There were 102 households, of which 37.3% had children under the age of 18 living with them, 46.1% were married couples living together, 13.7% had a female householder with no husband present, 6.9% had a male householder with no wife present, and 33.3% were non-families. 27.5% of all households were made up of individuals, and 7.9% had someone living alone who was 65 years of age or older. The average household size was 2.60 and the average family size was 3.13.

The median age in the city was 31.8 years. 28.3% of residents were under the age of 18; 10.9% were between the ages of 18 and 24; 29.4% were from 25 to 44; 23.1% were from 45 to 64; and 8.3% were 65 years of age or older. The gender makeup of the city was 48.7% male and 51.3% female.

===2000 census===
As of the census of 2000, there were 251 people, 106 households, and 68 families living in the city. The population density was 1,654.1 PD/sqmi. There were 115 housing units at an average density of 760.9 /sqmi. The racial makeup of the city was 98.40% White, 0.80% from other races, and 0.80% from two or more races. Hispanic or Latino of any race were 2.80% of the population.

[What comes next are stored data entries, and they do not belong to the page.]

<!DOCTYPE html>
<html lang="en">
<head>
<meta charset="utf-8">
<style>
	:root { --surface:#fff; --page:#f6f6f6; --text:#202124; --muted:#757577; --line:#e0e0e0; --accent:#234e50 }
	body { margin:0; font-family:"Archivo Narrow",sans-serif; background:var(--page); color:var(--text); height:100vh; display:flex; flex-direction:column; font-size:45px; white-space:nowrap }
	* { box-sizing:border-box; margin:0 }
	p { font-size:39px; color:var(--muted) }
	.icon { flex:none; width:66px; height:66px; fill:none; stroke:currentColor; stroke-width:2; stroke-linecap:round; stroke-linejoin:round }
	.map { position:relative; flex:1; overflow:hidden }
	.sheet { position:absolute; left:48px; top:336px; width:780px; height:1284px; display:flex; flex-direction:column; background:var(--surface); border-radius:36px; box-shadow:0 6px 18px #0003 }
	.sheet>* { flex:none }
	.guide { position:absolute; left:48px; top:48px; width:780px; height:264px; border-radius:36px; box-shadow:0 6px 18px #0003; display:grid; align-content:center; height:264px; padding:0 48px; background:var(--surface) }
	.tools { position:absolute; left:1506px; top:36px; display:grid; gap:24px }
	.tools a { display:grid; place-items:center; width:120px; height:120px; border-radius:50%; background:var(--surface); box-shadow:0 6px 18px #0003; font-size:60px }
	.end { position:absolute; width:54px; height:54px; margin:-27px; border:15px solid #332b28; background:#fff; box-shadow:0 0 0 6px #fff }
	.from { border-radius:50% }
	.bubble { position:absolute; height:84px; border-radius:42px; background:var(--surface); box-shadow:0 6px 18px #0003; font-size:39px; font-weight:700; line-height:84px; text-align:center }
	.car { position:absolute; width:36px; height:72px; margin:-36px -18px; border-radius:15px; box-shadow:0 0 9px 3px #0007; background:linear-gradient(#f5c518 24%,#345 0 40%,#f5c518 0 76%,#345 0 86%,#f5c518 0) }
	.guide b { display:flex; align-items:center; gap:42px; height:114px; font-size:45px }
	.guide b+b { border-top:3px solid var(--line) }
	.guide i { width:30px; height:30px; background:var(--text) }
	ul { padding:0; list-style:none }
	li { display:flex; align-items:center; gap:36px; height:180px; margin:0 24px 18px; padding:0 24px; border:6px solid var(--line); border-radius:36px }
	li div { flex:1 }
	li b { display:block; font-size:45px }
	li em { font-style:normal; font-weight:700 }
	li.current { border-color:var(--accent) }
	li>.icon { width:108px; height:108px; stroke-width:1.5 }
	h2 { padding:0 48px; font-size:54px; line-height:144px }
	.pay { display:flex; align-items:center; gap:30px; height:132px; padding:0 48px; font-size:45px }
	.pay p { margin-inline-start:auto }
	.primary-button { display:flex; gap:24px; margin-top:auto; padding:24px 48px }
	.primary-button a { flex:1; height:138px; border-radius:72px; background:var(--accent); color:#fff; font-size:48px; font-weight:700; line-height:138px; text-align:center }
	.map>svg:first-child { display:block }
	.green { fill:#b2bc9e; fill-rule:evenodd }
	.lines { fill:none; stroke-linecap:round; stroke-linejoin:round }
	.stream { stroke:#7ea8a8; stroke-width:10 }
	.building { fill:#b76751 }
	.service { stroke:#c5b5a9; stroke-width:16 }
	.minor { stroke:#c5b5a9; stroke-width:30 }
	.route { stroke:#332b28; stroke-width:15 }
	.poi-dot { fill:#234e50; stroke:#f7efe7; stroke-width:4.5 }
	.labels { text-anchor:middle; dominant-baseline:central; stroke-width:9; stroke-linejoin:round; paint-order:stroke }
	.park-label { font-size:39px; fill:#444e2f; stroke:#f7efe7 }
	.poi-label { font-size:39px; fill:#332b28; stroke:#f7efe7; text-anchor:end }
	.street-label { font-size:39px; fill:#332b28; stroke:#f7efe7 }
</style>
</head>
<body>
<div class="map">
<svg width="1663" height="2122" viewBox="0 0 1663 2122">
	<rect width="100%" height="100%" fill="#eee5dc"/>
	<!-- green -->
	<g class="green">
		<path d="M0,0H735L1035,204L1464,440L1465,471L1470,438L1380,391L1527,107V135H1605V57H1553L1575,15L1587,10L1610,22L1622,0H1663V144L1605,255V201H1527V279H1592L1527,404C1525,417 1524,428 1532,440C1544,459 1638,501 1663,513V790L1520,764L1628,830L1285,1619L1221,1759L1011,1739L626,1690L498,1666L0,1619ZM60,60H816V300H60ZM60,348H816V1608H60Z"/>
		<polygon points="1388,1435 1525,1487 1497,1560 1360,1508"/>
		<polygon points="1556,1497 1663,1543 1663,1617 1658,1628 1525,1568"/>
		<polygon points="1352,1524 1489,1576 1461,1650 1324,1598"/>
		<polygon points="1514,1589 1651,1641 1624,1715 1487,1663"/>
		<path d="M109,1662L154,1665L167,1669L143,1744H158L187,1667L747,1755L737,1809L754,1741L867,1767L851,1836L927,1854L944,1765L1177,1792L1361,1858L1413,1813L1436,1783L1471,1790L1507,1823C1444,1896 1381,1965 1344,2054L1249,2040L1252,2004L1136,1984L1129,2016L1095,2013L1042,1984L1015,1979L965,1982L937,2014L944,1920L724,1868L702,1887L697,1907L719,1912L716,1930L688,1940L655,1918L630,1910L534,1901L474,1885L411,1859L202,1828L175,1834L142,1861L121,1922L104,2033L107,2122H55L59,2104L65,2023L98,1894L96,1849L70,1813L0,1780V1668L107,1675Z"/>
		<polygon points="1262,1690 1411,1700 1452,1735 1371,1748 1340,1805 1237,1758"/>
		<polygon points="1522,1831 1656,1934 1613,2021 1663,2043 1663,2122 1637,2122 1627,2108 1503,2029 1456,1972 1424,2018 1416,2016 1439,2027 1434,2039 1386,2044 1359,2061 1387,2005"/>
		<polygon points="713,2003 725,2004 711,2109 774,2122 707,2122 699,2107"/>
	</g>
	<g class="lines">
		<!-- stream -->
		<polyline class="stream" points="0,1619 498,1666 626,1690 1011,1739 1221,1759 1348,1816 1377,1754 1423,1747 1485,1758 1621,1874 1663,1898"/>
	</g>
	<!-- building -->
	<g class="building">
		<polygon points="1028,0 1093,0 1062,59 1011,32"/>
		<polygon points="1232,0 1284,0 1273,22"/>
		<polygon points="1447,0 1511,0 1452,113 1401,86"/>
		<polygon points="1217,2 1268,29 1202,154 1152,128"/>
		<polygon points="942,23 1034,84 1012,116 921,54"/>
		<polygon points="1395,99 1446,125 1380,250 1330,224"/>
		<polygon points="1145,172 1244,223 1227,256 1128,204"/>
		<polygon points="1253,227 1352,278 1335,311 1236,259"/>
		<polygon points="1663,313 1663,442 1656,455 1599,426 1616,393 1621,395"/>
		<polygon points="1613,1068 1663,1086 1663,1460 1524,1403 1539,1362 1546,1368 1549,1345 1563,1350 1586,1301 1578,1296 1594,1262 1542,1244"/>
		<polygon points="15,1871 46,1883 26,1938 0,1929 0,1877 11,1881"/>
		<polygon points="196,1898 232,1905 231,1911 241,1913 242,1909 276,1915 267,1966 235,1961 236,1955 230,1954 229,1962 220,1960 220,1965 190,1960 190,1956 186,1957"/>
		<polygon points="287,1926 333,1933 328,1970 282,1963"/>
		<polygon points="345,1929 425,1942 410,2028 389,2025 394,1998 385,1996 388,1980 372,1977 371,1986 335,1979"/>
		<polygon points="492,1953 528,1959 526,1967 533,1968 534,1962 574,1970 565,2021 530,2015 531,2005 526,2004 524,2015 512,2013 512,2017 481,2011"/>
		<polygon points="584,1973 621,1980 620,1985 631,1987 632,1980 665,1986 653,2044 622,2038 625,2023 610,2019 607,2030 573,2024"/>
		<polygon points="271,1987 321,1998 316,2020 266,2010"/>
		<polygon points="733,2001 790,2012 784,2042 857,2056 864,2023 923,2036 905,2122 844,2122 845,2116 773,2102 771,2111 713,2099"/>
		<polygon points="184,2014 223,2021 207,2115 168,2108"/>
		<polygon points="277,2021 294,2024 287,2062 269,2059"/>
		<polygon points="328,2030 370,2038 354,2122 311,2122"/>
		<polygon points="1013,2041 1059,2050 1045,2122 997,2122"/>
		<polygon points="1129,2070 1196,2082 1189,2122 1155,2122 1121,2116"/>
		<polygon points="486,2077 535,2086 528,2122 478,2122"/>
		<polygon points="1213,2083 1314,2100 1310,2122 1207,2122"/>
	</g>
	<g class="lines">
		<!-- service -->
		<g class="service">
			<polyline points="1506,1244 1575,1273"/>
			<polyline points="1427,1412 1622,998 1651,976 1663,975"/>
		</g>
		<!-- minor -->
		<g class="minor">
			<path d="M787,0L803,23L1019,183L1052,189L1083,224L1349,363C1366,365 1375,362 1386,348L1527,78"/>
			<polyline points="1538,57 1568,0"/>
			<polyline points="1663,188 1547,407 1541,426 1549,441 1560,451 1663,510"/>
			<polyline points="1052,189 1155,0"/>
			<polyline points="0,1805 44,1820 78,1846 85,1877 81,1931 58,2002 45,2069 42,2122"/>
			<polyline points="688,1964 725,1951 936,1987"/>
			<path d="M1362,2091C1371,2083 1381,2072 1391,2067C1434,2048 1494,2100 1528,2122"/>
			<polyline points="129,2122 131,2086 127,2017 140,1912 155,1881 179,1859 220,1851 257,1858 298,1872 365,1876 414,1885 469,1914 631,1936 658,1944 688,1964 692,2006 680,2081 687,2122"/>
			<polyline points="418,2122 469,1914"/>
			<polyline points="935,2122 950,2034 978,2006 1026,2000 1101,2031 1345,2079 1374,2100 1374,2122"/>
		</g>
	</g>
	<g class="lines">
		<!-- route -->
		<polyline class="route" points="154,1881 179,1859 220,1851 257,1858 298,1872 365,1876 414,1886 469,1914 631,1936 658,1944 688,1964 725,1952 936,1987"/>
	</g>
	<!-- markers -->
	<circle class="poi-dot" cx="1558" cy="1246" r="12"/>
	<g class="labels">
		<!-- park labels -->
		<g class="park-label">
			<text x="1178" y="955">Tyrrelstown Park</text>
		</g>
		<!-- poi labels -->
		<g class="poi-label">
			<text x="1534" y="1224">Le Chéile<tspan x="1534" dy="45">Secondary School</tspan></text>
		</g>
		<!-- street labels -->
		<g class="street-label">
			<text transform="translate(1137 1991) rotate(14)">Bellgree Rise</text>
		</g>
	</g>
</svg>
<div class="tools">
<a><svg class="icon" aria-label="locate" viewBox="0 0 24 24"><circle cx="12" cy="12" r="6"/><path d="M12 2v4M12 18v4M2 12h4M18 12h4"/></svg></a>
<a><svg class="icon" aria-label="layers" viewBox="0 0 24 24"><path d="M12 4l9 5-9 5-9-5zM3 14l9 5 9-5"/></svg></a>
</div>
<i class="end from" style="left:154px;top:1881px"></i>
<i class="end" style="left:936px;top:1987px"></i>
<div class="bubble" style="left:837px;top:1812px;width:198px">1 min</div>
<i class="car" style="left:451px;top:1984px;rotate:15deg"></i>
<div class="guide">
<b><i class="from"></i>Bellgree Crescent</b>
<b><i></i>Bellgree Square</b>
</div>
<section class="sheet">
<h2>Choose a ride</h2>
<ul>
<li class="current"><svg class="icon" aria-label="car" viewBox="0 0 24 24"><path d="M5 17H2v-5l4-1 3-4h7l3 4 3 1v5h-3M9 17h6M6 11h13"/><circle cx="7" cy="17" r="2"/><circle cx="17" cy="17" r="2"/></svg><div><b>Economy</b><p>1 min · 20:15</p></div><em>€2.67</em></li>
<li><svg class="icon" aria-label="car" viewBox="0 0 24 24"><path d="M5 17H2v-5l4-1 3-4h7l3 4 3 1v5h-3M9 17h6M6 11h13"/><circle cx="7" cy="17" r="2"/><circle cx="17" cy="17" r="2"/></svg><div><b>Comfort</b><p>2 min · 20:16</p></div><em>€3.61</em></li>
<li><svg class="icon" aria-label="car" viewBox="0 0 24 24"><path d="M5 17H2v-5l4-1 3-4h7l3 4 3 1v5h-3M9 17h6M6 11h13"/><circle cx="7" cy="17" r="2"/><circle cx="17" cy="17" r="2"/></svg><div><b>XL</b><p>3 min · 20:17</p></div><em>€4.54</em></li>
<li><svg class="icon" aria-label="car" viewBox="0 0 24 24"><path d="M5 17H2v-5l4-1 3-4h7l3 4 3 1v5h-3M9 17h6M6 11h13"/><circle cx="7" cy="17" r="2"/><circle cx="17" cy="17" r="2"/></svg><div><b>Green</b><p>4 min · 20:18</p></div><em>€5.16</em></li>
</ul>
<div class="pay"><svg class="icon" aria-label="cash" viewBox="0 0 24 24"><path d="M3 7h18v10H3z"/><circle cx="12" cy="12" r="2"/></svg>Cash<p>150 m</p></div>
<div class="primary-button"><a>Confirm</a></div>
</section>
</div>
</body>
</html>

There were 106 households, out of which 29.2% had children under the age of 18 living with them, 47.2% were married couples living together, 14.2% had a female householder with no husband present, and 35.8% were non-families. 30.2% of all households were made up of individuals, and 16.0% had someone living alone who was 65 years of age or older. The average household size was 2.36 and the average family size was 2.87.

In the city the population was spread out, with 23.6% under the age of 18, 10.8% from 18 to 24, 27.6% from 25 to 44, 20.0% from 45 to 64, and 18.0% who were 65 years of age or older. The median age was 36 years. For every 100 females, there were 92.3 males. For every 100 females age 18 and over, there were 99.0 males.

The median income for a household in the city was $31,429, and the median income for a family was $42,188. Males had a median income of $39,063 versus $21,964 for females. The per capita income for the city was $15,457. None of the families and 4.5% of the population were living below the poverty line, including no under eighteens and 5.6% of those over 64.

==Education==
The area school district is Winfield R-IV School District.